The rim on a "rimless" case is almost or exactly the same diameter as the base of the case. A recess formed between the rim and the body of the cartridge is known as an extractor groove, allowing the case to be grasped by an extractor after being fired. Since there is no rim projecting past the edge of the case, the cartridge must headspace on the case mouth, for a straight walled case, or on the case's shoulder for a bottlenecked case (although a bottlenecked case can headspace on the case mouth, depending on the cartridge); the extractor groove serves only for extraction. The lack of a projecting rim makes rimless cases feed very smoothly from box magazines, drum magazines, and belts. Rimless cases are not well suited to break-open and revolver actions, though in break-action firearms they can be used with appropriate modifications, such as a spring-loaded extractor/ejector or, in a revolver, a half or full moon clip (for example, the Colt or Smith & Wesson M1917 revolvers in .45 ACP).

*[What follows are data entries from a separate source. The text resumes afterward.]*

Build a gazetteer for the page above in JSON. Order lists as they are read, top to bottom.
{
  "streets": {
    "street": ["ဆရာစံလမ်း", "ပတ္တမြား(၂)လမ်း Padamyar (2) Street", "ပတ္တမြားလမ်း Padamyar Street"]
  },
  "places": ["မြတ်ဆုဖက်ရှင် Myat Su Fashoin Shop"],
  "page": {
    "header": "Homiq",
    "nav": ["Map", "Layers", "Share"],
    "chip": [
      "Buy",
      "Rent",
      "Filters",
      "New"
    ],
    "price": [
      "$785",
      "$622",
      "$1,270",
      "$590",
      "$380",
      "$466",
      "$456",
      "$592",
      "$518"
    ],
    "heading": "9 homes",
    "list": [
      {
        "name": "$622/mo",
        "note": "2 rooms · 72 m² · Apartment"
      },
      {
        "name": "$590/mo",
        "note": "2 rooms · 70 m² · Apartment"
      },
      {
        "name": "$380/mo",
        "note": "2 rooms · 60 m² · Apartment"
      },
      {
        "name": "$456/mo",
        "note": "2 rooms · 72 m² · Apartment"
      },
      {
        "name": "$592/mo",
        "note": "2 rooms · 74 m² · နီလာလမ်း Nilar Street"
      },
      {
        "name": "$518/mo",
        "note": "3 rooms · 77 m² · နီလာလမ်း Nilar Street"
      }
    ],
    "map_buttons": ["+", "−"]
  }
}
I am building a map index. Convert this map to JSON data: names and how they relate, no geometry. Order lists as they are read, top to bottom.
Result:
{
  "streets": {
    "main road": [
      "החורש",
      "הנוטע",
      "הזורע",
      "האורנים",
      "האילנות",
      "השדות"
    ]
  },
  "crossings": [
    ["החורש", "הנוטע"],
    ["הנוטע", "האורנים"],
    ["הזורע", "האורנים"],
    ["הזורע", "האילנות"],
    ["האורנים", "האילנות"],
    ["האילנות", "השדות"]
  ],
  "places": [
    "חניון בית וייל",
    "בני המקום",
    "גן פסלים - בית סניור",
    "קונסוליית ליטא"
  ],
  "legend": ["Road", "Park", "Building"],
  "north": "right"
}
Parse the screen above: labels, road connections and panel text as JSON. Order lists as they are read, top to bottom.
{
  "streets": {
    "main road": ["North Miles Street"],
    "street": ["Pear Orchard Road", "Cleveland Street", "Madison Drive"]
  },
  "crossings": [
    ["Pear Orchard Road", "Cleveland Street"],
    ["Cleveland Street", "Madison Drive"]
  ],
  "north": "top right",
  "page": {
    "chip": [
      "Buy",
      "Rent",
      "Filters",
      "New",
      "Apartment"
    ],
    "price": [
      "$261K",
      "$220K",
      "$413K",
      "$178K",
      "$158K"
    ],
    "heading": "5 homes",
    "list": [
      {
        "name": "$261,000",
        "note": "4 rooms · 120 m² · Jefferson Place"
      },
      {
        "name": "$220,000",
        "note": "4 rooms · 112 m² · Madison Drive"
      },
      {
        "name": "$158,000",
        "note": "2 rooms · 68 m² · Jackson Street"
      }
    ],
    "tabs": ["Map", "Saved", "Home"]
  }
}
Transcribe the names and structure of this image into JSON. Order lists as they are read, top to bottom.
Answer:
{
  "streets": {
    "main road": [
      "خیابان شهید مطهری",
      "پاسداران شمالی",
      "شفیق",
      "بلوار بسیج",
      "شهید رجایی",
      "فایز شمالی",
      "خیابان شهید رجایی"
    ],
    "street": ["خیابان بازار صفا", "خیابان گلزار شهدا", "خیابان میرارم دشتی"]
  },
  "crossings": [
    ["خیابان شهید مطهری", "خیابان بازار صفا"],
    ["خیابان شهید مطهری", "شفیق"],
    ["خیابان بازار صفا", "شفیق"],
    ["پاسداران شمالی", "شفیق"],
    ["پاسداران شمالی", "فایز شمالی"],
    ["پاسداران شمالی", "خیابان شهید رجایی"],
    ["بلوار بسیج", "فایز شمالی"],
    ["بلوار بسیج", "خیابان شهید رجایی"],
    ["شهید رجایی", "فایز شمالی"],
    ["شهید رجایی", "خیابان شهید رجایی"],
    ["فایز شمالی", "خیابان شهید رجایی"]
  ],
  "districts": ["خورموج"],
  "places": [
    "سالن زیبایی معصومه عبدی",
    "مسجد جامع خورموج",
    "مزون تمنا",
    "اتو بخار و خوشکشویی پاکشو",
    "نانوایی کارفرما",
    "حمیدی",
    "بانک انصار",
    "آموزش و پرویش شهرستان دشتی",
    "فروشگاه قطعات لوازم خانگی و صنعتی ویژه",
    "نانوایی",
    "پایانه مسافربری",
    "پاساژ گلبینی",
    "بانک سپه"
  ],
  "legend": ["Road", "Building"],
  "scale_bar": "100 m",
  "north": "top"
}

Since a straight-walled rimless cartridge is designed to headspace off of the case mouth, this prevents the ammunition loader or manufacturer from using a heavy crimp, which is a ring pinched or "crimped" into the cartridge case, designed to lock the bullet securely in place until fired. Crimping affects the overall length of the cartridge, and thus cannot be used on cartridges which headspace on the case mouth. This can be a problem for magnum revolvers or rifles which simultaneously chamber more than one round of ammunition, as the recoil from the firing successive rounds can loosen the bullets in the remaining cartridges, and cause their bullet seating depth to change, which can have a serious effect on accuracy, or could, in the case of a revolver, cause a bullet to protrude sufficiently from the front of the cylinder to obstruct the revolving of the cylinder thus jamming the gun from firing additional rounds. This is not an issue for break-action single shot firearms, since there is no cycling action to jam, although it could potentially cause accuracy (but not jamming) problems in double barreled rifles, double barreled shotguns, or combination guns, provided they have more than one rifle barrel. Some combination guns, such as "drillings" or "vierlings" are made with three or four rifle barrels, without any shotgun barrels.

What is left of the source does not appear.